**Exercise details**
Reproduce the listing below exactly, beginning with its first line and ending with the line that holds "border:4px solid #111;"; pictures are not part of the copy.

BEGIN Provided material

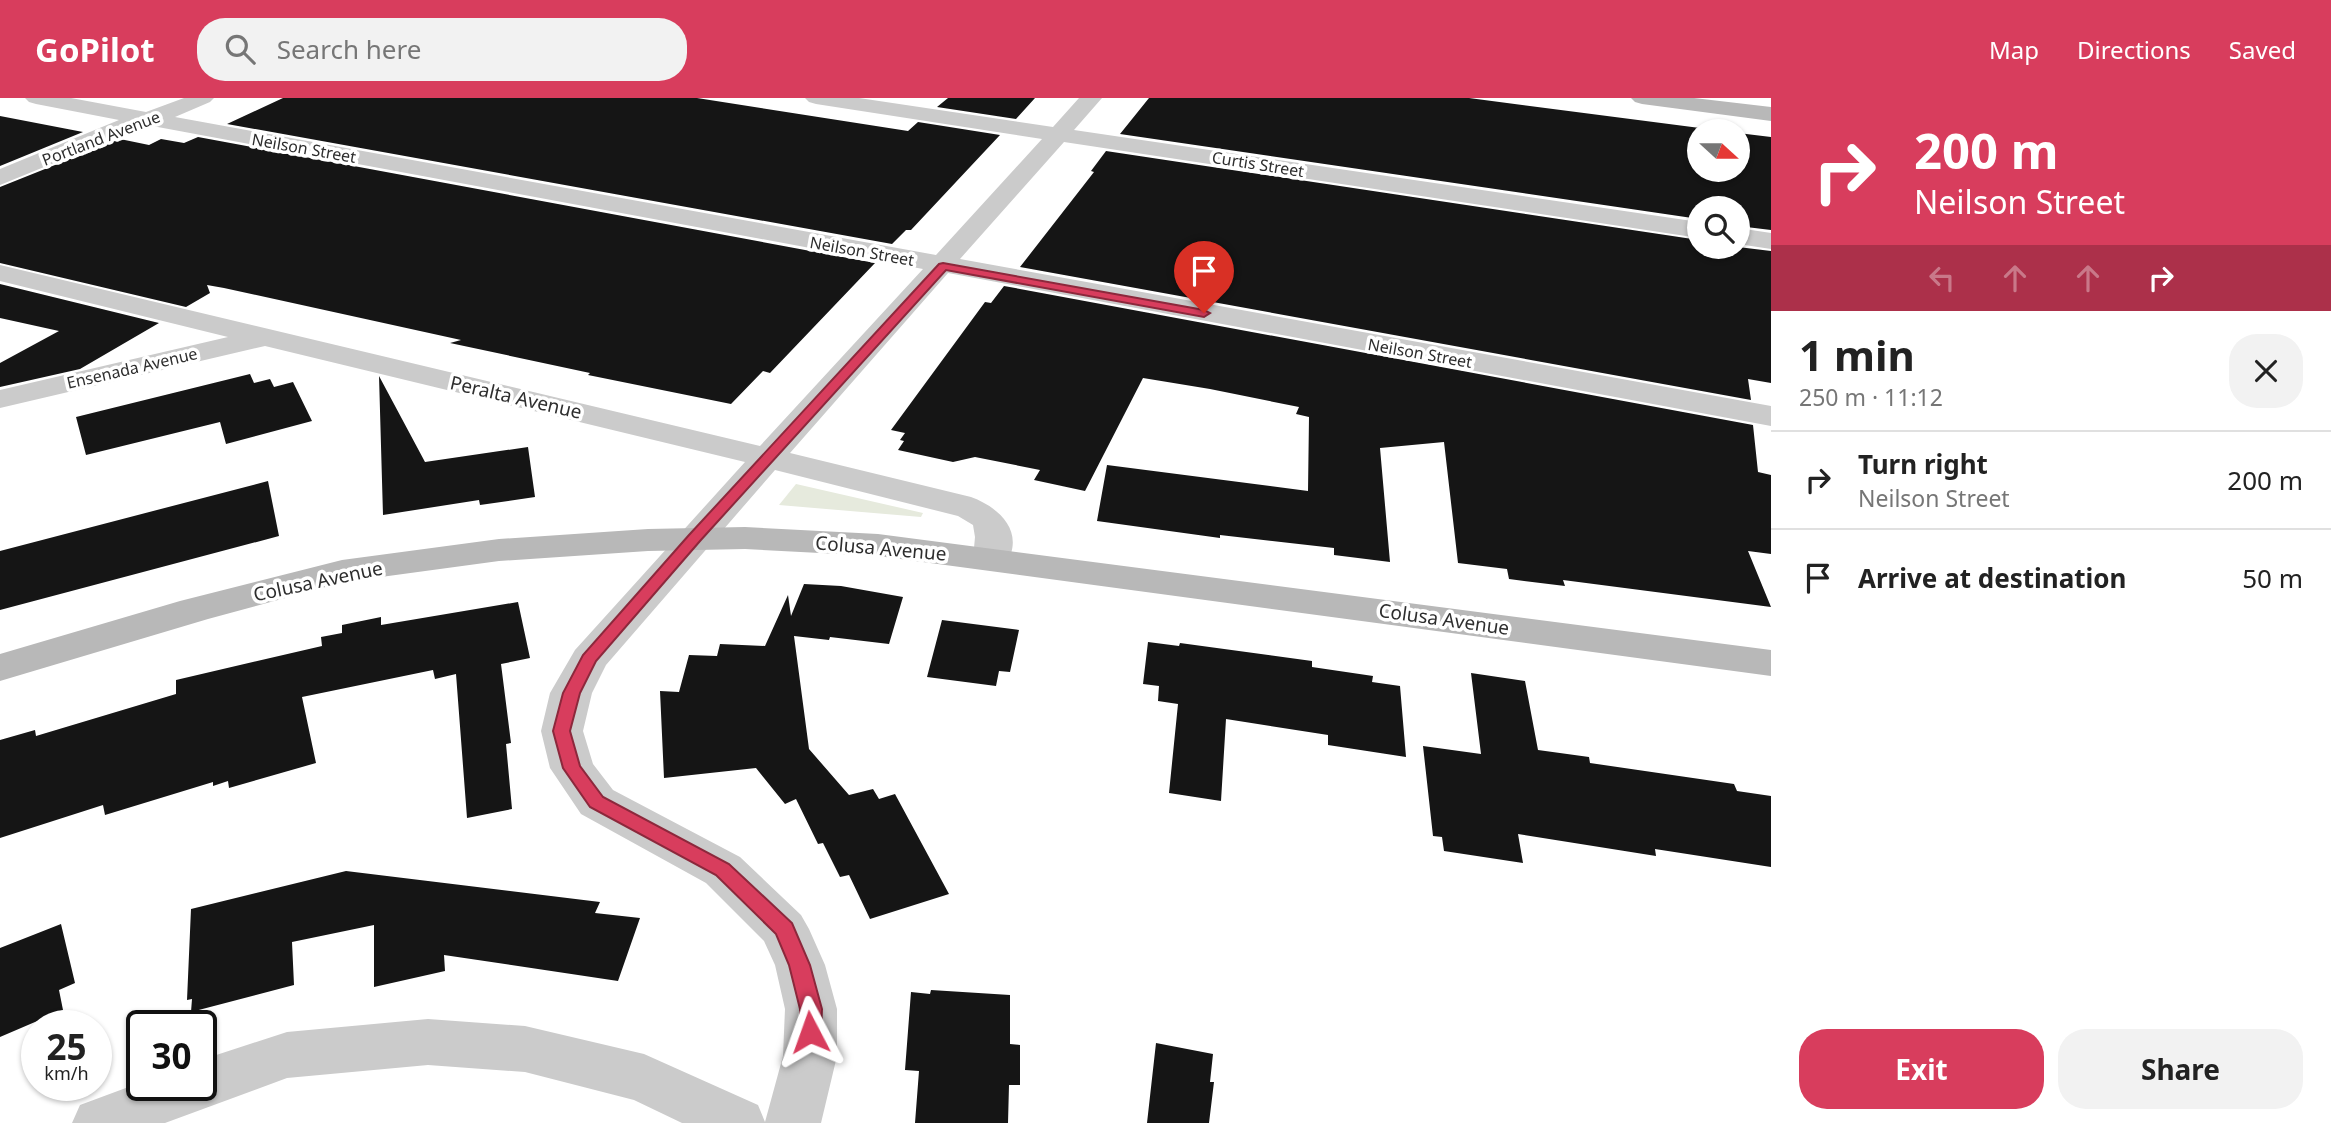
<!DOCTYPE html>
<html lang="en">
<head>
<meta charset="utf-8">
<style>
	:root { --surface:#fff; --page:#f2f2f2; --text:#222; --muted:#767676; --line:#e0e0e0; --accent:#d83d5d }
	body { margin:0; font-family:"Noto Sans",sans-serif; background:var(--page); color:var(--text); height:100vh; display:flex; flex-direction:column; font-size:26px; white-space:nowrap }
	* { box-sizing:border-box; margin:0 }
	p { font-size:23px; color:var(--muted) }
	.icon { flex:none; width:38px; height:38px; fill:none; stroke:currentColor; stroke-width:2; stroke-linecap:round; stroke-linejoin:round }
	.map { position:relative; flex:1; overflow:hidden }
	.sheet { display:flex; flex-direction:column; background:var(--surface); width:560px }
	.sheet>* { flex:none }
	.hud { background:#d83d5d; color:#fff; overflow:hidden }
	.needle { width:46px; rotate:111deg }
	.buttons { position:absolute; left:1687px; top:21px; display:grid; gap:14px }
	.buttons a { display:grid; place-items:center; width:63px; height:63px; border-radius:50%; background:var(--surface); box-shadow:0 2px 5px #0004; font-size:35px }
	.speed { position:absolute; left:21px; top:912px; display:flex; gap:14px; font-size:35px; font-weight:700; text-align:center }
	.speed>* { display:grid; place-content:center; width:91px; height:91px; border-radius:50%; background:var(--surface); box-shadow:0 2px 5px #0004; line-height:1 }
	.speed small { font-size:18px; font-weight:400 }
	.speed .limit { border:4px solid #111; border-radius:10px; background:#fff; color:#111 }
	.pin { position:absolute; display:grid; place-items:center; width:60px; height:60px; color:#fff; margin:-72px -30px; border-radius:50% 50% 50% 0; rotate:-45deg; box-shadow:0 0 7px #0007 }
	.pin .icon { rotate:45deg }
	.me { position:absolute; width:77px; margin:-38px; rotate:356deg; stroke-linejoin:round; filter:drop-shadow(0 0 5px #0008) }
	.turn { display:flex; align-items:center; gap:24px; height:147px; padding:0 28px; font-size:32px }
	.turn .icon { width:91px; height:91px; stroke-width:2.5 }
	.turn b { display:block; font-size:49px; line-height:60px }
	.lanes { display:flex; align-items:center; height:66px; padding:0 28px; background:#0003; justify-content:center; gap:35px; direction:ltr }
	.lanes .off { opacity:.35 }
	.round { display:grid; place-items:center; flex:none; width:74px; height:74px; border-radius:28px; background:var(--page) }
	.head { display:flex; align-items:center; justify-content:space-between; height:119px; padding:0 28px }
	h1 { font-size:42px; font-weight:700; line-height:52px }
	.button { display:flex; gap:14px; margin-top:auto; padding:14px 28px }
	.button a { flex:1; height:80px; border-radius:28px; background:var(--accent); color:#fff; font-size:28px; font-weight:700; line-height:80px; text-align:center }
	.button a+a { background:var(--page); color:var(--text) }
	ul { padding:0; list-style:none }
	li { display:flex; align-items:center; gap:21px; height:98px; padding:0 28px; border-top:2px solid var(--line) }
	li div { flex:1 }
	li b { display:block; font-size:26px }
	li em { font-style:normal }
	header { display:flex; align-items:center; gap:42px; box-sizing:border-box; height:98px; padding:0 35px; background:var(--accent); color:#fff }
	header strong { font-size:33px }
	nav { display:flex; gap:38px; margin-inline-start:auto; font-size:24px }
	.search { width:490px; height:63px; background:var(--page); display:flex; align-items:center; gap:18px; box-sizing:border-box; padding:0 24px; border-radius:28px; color:var(--muted); font-size:26px }
	main { display:flex; flex:1; min-height:0 }
	.map>svg:first-child { display:block }
</style>
</head>
<body>
<header>
<strong>GoPilot</strong>
<div class="search"><svg class="icon" aria-label="search" viewBox="0 0 24 24"><circle cx="10" cy="10" r="6"/><path d="M15 15l6 6"/></svg>Search here</div>
<nav><a>Map</a><a>Directions</a><a>Saved</a></nav>
</header>
<main>
<div class="map">
<svg width="1771" height="1025" viewBox="0 0 1771 1025">
	<rect width="100%" height="100%" fill="#fff"/>
	<!-- green -->
	<path fill="#e6eadd" d="M796,386L923,415L921,419L779,407Z"/>
	<!-- building -->
	<path fill="#151515" d="M283,0H697L908,33L918,24L1000,37L911,132H906L892,146L227,26Z
		M948,0H1035L1016,21L937,9Z
		M1149,0H1469L1723,33H1699V72H1738V35L1771,39V132L1738,128V110H1699V121L1120,36Z
		M0,18L83,34L0,68Z
		M198,39L875,165L770,275L763,273L731,306L588,277L590,275L450,245L461,242L224,190L207,187L210,195L186,209L0,165V89L120,41L149,47L161,41L184,45Z
		M1106,53L1699,142V149H1738L1771,153V285L1748,281L1751,302L1020,169L1094,74L1091,73Z
		M0,186L159,225L80,271L0,289V265L59,233L0,220Z
		M1004,188L1753,327L1758,374L1771,377V456L1748,453L1771,509L1563,482L1565,488L1509,481L1507,471L1458,465L1444,344L1380,350L1390,464L1334,457V450L1220,437V440L1097,423L1107,367L1308,393L1309,319L1296,316L1299,309L1210,291L1143,280L1085,393L1034,382L1040,372L975,359L953,364L898,352L904,343L900,342L905,335L891,332L985,204L991,205Z
		M250,276L254,285L270,281L274,289L293,284L312,323L226,346L220,324L86,357L76,319Z
		M379,278L425,364L528,349L535,399L480,407L479,402L383,417Z
		M268,383L279,438L0,512V453Z
		M804,486L841,488L903,499L889,546L830,539L829,542L794,538L809,651L849,697L873,691L879,701L895,696L949,796L870,821L849,777L840,779L823,745L818,746L796,701L785,706L756,670L664,680L660,593L679,594L689,557L717,558L720,546L765,548L788,497L791,518Z
		M518,504L530,560L501,566L511,645L506,646L512,711L467,720L456,576L435,581L433,572L302,599L316,665L229,690L228,683L213,688V684L105,717L103,707L0,740V642L35,632L36,638L176,596V582L322,548L321,539L342,535V527L381,519V527Z
		M942,522L1019,532L1010,574L999,573L996,588L927,579Z
		M1148,544L1179,548L1180,545L1312,563V569L1373,578L1372,584L1400,588L1406,659L1328,647V637L1226,621L1221,703L1169,695L1178,606L1158,603L1159,588L1143,586Z
		M1471,575L1525,583L1538,652L1589,659L1590,665L1734,686L1737,693L1771,698V769L1655,751L1656,758L1518,736L1523,765L1444,753L1442,739L1433,738L1423,648L1481,656Z
		M346,773L600,804L595,815L640,820L618,883L444,857L445,873L374,889V827L292,844L294,887L191,914L192,901L187,902L191,811Z
		M61,826L75,885L59,892L63,912L0,939V850Z
		M931,892L1010,897V946L1020,947V987H1009L1008,1025H915L919,973L905,972L911,894L930,896Z
		M1156,945L1213,956L1210,984H1214L1209,1025H1147Z"/>
	<g fill="none" stroke-linecap="round" stroke-linejoin="round">
		<!-- street -->
		<path fill="#cbcbcb" fill-rule="evenodd" d="M25,0H71L146,14L184,0H214L210,4L175,19L936,157L1042,41L816,6L809,4L805,0H859L1053,29L1079,0H1102L1074,32L1699,124V140L1064,44L960,161L1771,308V328L948,175L790,355L971,399C1001,410 1027,436 1004,469L991,472L978,469L973,461L975,439L973,427L958,418L775,372L606,567L592,595L583,633L593,666L613,692L740,759L801,817L809,831L825,867L837,911V958L821,1025H682L634,1002L525,974L428,967L287,980L165,1025H72L80,1007L142,984V987H201V962L287,934L428,921L525,928L644,956L758,1007L765,1024L783,958L785,911L775,867L764,843L706,785L581,716L550,670L541,633L550,595L575,552L745,364L265,248L0,310V292L228,239L0,183V167L760,348L923,171L147,27L0,87V71L119,22L36,6L29,4Z
			M1738,130L1771,135V151L1738,146Z"/>
		<!-- secondary -->
		<path fill="#b8b8b8" fill-rule="evenodd" d="M1631,0H1694L1771,9V23L1642,6L1635,4Z
			M745,429L878,436L1771,552V578L878,458L745,451L648,453L499,463L344,484L208,521L0,583V556L180,503L342,462L499,441L648,431Z"/>
	</g>
	<!-- route -->
	<path fill="#d83d5d" stroke="#8c283c" stroke-width="2" d="M943,165L1204,212L1210,215L1204,219L946,172L700,443L596,563L580,595L570,633L580,668L603,699L729,766L792,825L810,867L822,911L821,934L818,941L810,944L803,941L800,934V911L789,867L776,836L716,777L590,709L563,670L553,633L563,595L583,557L689,437L939,166Z"/>
	<g text-anchor="middle" dominant-baseline="central" stroke-width="7" stroke-linejoin="round" paint-order="stroke">
		<!-- far-street labels -->
		<g font-size="16" fill="#2e2e2e" stroke="#fff">
			<text transform="translate(101 40) rotate(-21)">Portland Avenue</text>
			<text transform="translate(304 50) rotate(10)">Neilson Street</text>
			<text transform="translate(1258 66) rotate(9)">Curtis Street</text>
			<text transform="translate(862 153) rotate(10)">Neilson Street</text>
			<text transform="translate(1420 255) rotate(10)">Neilson Street</text>
			<text transform="translate(132 270) rotate(-13)">Ensenada Avenue</text>
		</g>
		<!-- street labels -->
		<g font-size="19" fill="#2e2e2e" stroke="#fff">
			<text transform="translate(516 299) rotate(13)">Peralta Avenue</text>
			<text transform="translate(881 450) rotate(5)">Colusa Avenue</text>
			<text transform="translate(318 483) rotate(-12)">Colusa Avenue</text>
			<text transform="translate(1444 521) rotate(8)">Colusa Avenue</text>
		</g>
	</g>
</svg>
<div class="buttons">
<a><svg class="needle" viewBox="-14 -14 28 28"><path d="M0-13l5 13h-10z" fill="#e53935"/><path d="M0 13l5-13h-10z" fill="#767676"/></svg></a>
<a><svg class="icon" aria-label="search" viewBox="0 0 24 24"><circle cx="10" cy="10" r="6"/><path d="M15 15l6 6"/></svg></a>
</div>
<div class="speed"><div>25<small>km/h</small></div><div class="limit">30</div></div>
<div class="pin" style="left:1204px;top:215px;background:#d93025"><svg class="icon" aria-label="arrive" viewBox="0 0 24 24"><path d="M6 21V4h12l-3 4 3 4H6"/></svg></div>
<svg class="me" style="left:810px;top:934px" viewBox="-20 -20 40 40"><path d="M0-17L14 15 0 8-14 15z" fill="#d83d5d" stroke="#fff" stroke-width="4"/></svg>
</div>
<section class="sheet">
<div class="hud">
<div class="turn"><svg class="icon" aria-label="right" viewBox="0 0 24 24"><path d="M7 20v-9h11M14 6l5 5-5 5"/></svg><div><b>200 m</b>Neilson Street</div></div>
<div class="lanes"><svg class="icon off" aria-label="left" viewBox="0 0 24 24"><path d="M17 20v-9H6M10 6l-5 5 5 5"/></svg><svg class="icon off" aria-label="ahead" viewBox="0 0 24 24"><path d="M12 20V5M6 11l6-6 6 6"/></svg><svg class="icon off" aria-label="ahead" viewBox="0 0 24 24"><path d="M12 20V5M6 11l6-6 6 6"/></svg><svg class="icon" aria-label="right" viewBox="0 0 24 24"><path d="M7 20v-9h11M14 6l5 5-5 5"/></svg></div>
</div>
<div class="head"><div><h1>1 min</h1><p>250 m · 11:12</p></div><a class="round"><svg class="icon" aria-label="close" viewBox="0 0 24 24"><path d="M6 6l12 12M18 6L6 18"/></svg></a></div>
<ul>
<li><svg class="icon" aria-label="right" viewBox="0 0 24 24"><path d="M7 20v-9h11M14 6l5 5-5 5"/></svg><div><b>Turn right</b><p>Neilson Street</p></div><em>200 m</em></li>
<li><svg class="icon" aria-label="arrive" viewBox="0 0 24 24"><path d="M6 21V4h12l-3 4 3 4H6"/></svg><div><b>Arrive at destination</b></div><em>50 m</em></li>
</ul>
<div class="button"><a>Exit</a><a>Share</a></div>
</section>
</main>
</body>
</html>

END Provided material

**Answer box**
<!DOCTYPE html>
<html lang="en">
<head>
<meta charset="utf-8">
<style>
	:root { --surface:#fff; --page:#f2f2f2; --text:#222; --muted:#767676; --line:#e0e0e0; --accent:#d83d5d }
	body { margin:0; font-family:"Noto Sans",sans-serif; background:var(--page); color:var(--text); height:100vh; display:flex; flex-direction:column; font-size:26px; white-space:nowrap }
	* { box-sizing:border-box; margin:0 }
	p { font-size:23px; color:var(--muted) }
	.icon { flex:none; width:38px; height:38px; fill:none; stroke:currentColor; stroke-width:2; stroke-linecap:round; stroke-linejoin:round }
	.map { position:relative; flex:1; overflow:hidden }
	.sheet { display:flex; flex-direction:column; background:var(--surface); width:560px }
	.sheet>* { flex:none }
	.hud { background:#d83d5d; color:#fff; overflow:hidden }
	.needle { width:46px; rotate:111deg }
	.buttons { position:absolute; left:1687px; top:21px; display:grid; gap:14px }
	.buttons a { display:grid; place-items:center; width:63px; height:63px; border-radius:50%; background:var(--surface); box-shadow:0 2px 5px #0004; font-size:35px }
	.speed { position:absolute; left:21px; top:912px; display:flex; gap:14px; font-size:35px; font-weight:700; text-align:center }
	.speed>* { display:grid; place-content:center; width:91px; height:91px; border-radius:50%; background:var(--surface); box-shadow:0 2px 5px #0004; line-height:1 }
	.speed small { font-size:18px; font-weight:400 }
	.speed .limit { border:4px solid #111; border-radius:10px; background:#fff; color:#111 }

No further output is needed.